Repsol y Cepsa ganaron cuota tras liberalizarse el mercado

En el decreto de medidas liberalizadoras se limitaba el incremento neto de la red de estaciones de servicio a las dos petroleras líderes, pero no se especificaba nada acerca de la cuota de mercado. Por ese motivo, tanto Repsol, como Cepsa han aprovechado estos últimos ejercicios para optimizar sus puntos de venta, cerrando los menos rentables y aumentando su presencia en los enclaves estratégicos.

Así, Repsol ha pasado de tener una cuota del 41,5% a finales de 2000 por ventas totales de sus productos a un porcentaje del 42,1% en diciembre de 2002. En el caso de Cepsa, el aumento ha sido más leve, de apenas tres décimas al pasar del 22,3% en 2000 a un 22,6% durante el pasado ejercicio.

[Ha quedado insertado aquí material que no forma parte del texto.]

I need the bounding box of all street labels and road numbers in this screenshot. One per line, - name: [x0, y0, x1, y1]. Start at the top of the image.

Además de este aumento de cuotas, otra de las conclusiones que arroja un análisis pormenorizado de cómo se repartía el mercado en 2000 y cómo ha finalizado el año pasado es que el resto de compañías no ha estimado oportuno aprovechar la coyuntura para aumentar su presencia en la red de estaciones de servicio.

REPSOL 14,64 2,06%

Sólo BP, la tercera gran petrolera del mercado español, ha aumentado desde el 11% de cuota por volumen global de ventas en diciembre de 2000 a un 12% el pasado ejercicio.

Del resto de empresas, destaca incluso el caso de Shell, que de 2001 a 2002 ha retrocedido medio punto porcentual en su cuota de mercado. Además hay que tener en cuenta que durante el pasado año se produjo la compra por parte de Cepsa de la red de Avanti, el intercambio de activos entre Total, Agip y Galp y la adquisición por parte de Agip de la red de Saras. Con estos datos, desde el Ministerio de Economía y desde el sector se reconoce que esos incentivos que se incluyeron en el decreto de 2000 para dar un impulso a las nuevas aperturas no han deparado el resultado esperado.

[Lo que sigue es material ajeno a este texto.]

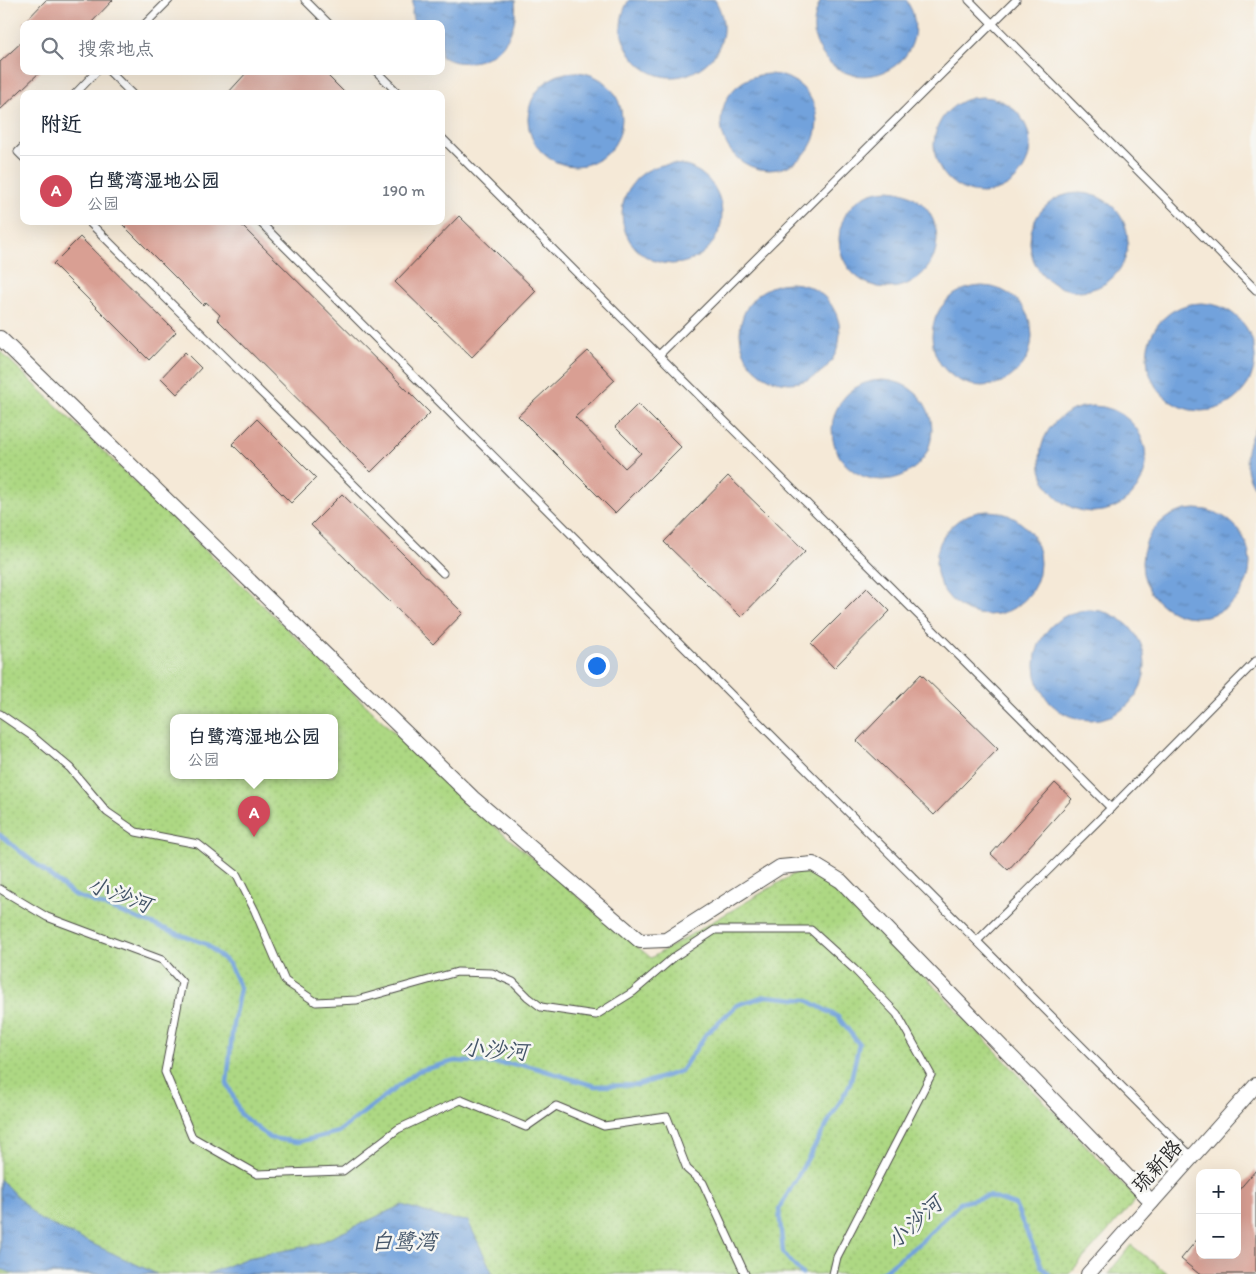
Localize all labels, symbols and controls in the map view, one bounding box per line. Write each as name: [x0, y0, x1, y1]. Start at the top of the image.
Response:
search box: [20, 20, 445, 75]
icon: search: [38, 34, 66, 62]
text: 搜索地点: [78, 37, 154, 60]
text: 附近: [40, 111, 82, 136]
text: 白鹭湾湿地公园: [87, 169, 220, 192]
text: A: [51, 181, 61, 200]
text: 190 m: [382, 181, 425, 200]
text: 公园: [87, 194, 119, 213]
your location: [584, 653, 610, 679]
popup: [170, 714, 338, 779]
text: 白鹭湾湿地公园: [187, 725, 321, 748]
text: 公园: [187, 750, 220, 769]
pin: A: [238, 796, 270, 837]
water label: 小沙河: [84, 870, 158, 919]
water label: 小沙河: [461, 1034, 532, 1065]
street label: 琉新路: [1126, 1134, 1187, 1197]
map controls: [1196, 1169, 1241, 1259]
button: +: [1196, 1169, 1241, 1214]
water label: 小沙河: [881, 1188, 950, 1254]
button: −: [1196, 1214, 1241, 1259]
water label: 白鹭湾: [371, 1228, 440, 1255]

Los cálculos efectuados por Economía, con la información facilitada por las comunidades autónomas, estimaban que un nivel óptimo de aperturas al año era 450, para aumentar el parque español de entonces (año 2000) en unas 6.100 gasolineras.

Sin embargo, en 2000 el ritmo de aperturas bajó a 190 nuevos puntos de venta, frente a las 249 de 1999. Durante el año 2001 continuó mermándose el incremento de la red de estaciones de servicio, ya que apenas se cerró el ejercicio con 99 nuevas instalaciones y en 2002, aunque se ha producido una ligera mejoría (se han alcanzado las 129 gasolineras más), continúa estando muy lejos de las 450 deseadas por la Administración.

Fuentes del sector ya criticaron en su día que no se podía tratar de solucionar la supuesta falta de competencia de este mercado sólo incentivando la introducción de mayor competencia, ya que la inversión mínima necesaria para abrir una estación de servicio es muy elevada (ronda los 600.000 euros).

Y fuentes del Ministerio de Economía ya han reconocido que no se podrá alcanzar el nivel de aperturas proyectado, 'aunque dado el actual nivel de transparencia del mercado, creemos que ya está operando de acuerdo a las normas de la libre competencia'.

El surtidor blanco y el híper agitan el sector

Las principales petroleras están cambiando sus estrategias a la hora de abrir gasolineras. Las nuevas normas europeas que limitan los contratos de suministro a un máximo de cinco años, un tiempo que consideran insuficiente para garantizar la rentabilidad de la inversión, han revolucionado el sector.Por ello, las grandes compañías apuestan, en lugar de por el clásico contrato de abanderamiento, por ampliar las gasolineras que denominan 'de vínculo fuerte', es decir aquellas donde son titulares o de su propiedad o de su gestión o de ambas cosas. Por otro lado, se encuentran los surtidores de los hipermercados y las llamadas 'gasolineras blancas', propiedad de empresarios independientes que compran el combustible al operador con el precio más competitivo. Estas últimas ya suponen casi la décima parte de la red española, mientras los hipermercados venden entre el 3% y el 4% del total de productos. Economía ha detectado que allí donde hay fuerte implantación de estas instalaciones la política de precios es más agresiva y hay más competencia.